Accuracy edge cases. Cloud ASR trained on billions of hours beats local models on heavy accents, domain jargon, and crosstalk. We’re honest in marketing: “competitive accuracy” means we’re close, not better.

Memory pressure. Running STT and LLM simultaneously on a base M1 (8GB) requires careful memory management. We unload the STT model before loading the LLM for summarization. Works, but adds latency.

Testing. How do you CI test a system that requires GPU access and 2GB of model weights? We don’t have a good answer. Integration tests run locally on dev machines. Unit tests mock the AI boundaries.

Documentation. MLX-Swift docs are improving but sparse. Half our understanding came from reading source code. parakeet-mlx has almost no documentation—we forked it to fix bugs.

What’s getting better

The trajectory is encouraging:

Hardware acceleration. M5’s neural engine provides 4x speedup over M4 for LLM inference. The gap between local and cloud is shrinking with every chip generation.

Framework maturity. Apple announced MLX at WWDC 2025 as a strategic priority, not a side project. Expect better tooling, more model ports, tighter Xcode integration.

Model efficiency. Parakeet 0.6B nearly matches Whisper Large (1.55B) in accuracy. Qwen3-4B beats Llama-3.2-3B on every benchmark while adding dual-mode reasoning. Smaller, faster, good-enough models are the future.

Apple’s Foundation Models. iOS 19 exposes on-device LLMs to developers for free. We haven’t integrated yet, but it’s coming. Zero-cost, zero-latency LLM access as a platform feature changes the calculus for every app.

Advice for builders

If you’re considering local-first AI:

Pick a focused use case. “Local ChatGPT” is a losing proposition—cloud will always be more capable. “Local transcription for privacy-conscious users” is defensible.
Start with MLX if macOS-only. It’s faster than alternatives on Apple Silicon and Swift integration actually works.
Budget for first-run UX. You’ll spend more time on model downloading, progress indication, and error handling than on the AI integration itself.
Mock the AI layer aggressively. Your tests shouldn’t require GPU access.

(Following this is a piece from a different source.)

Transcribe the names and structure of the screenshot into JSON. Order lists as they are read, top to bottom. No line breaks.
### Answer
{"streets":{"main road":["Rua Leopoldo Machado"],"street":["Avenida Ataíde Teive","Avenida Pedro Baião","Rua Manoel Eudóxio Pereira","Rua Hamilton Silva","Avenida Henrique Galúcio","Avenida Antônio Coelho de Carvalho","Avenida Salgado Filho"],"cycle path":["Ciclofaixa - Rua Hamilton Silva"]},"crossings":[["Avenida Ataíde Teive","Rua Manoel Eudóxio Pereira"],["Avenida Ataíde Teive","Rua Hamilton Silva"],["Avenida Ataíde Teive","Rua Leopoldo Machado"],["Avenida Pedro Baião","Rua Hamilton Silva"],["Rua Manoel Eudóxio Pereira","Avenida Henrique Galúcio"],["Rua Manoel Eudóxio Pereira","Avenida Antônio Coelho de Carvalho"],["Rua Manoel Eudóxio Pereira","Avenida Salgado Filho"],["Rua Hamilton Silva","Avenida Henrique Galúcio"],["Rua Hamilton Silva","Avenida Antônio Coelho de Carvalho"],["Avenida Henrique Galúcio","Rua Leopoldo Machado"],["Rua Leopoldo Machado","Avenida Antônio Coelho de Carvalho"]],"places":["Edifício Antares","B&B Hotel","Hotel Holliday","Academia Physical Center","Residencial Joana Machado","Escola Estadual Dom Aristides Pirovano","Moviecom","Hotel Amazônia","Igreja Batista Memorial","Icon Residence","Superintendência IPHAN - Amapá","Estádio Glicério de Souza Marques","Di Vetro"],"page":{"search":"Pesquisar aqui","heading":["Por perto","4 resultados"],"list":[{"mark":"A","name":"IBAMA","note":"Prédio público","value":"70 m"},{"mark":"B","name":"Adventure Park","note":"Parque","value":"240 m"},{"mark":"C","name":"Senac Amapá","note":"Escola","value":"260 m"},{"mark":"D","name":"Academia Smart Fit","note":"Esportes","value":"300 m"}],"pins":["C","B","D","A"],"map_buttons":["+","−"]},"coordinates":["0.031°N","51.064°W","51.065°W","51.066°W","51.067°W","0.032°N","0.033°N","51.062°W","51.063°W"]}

Treat AI models as I/O boundaries and mock them.
Ship with version pinned models. Don’t auto-update model weights. Stability matters more than chasing the latest release.

Why bother?

Given the complexity, why not just call the OpenAI API?

Because the use case demands it.

Meeting transcription involves confidential conversations—investor calls, HR discussions, legal meetings. Users who care about this won’t upload to cloud APIs. Local processing isn’t a nice-to-have; it’s the entire value proposition.

And because it’s finally possible.

Two years ago, real-time local transcription was science fiction for consumer hardware. Today, it runs on a MacBook Air. The window for building local-first AI apps is now—before cloud giants integrate everything into platforms and close the opportunity.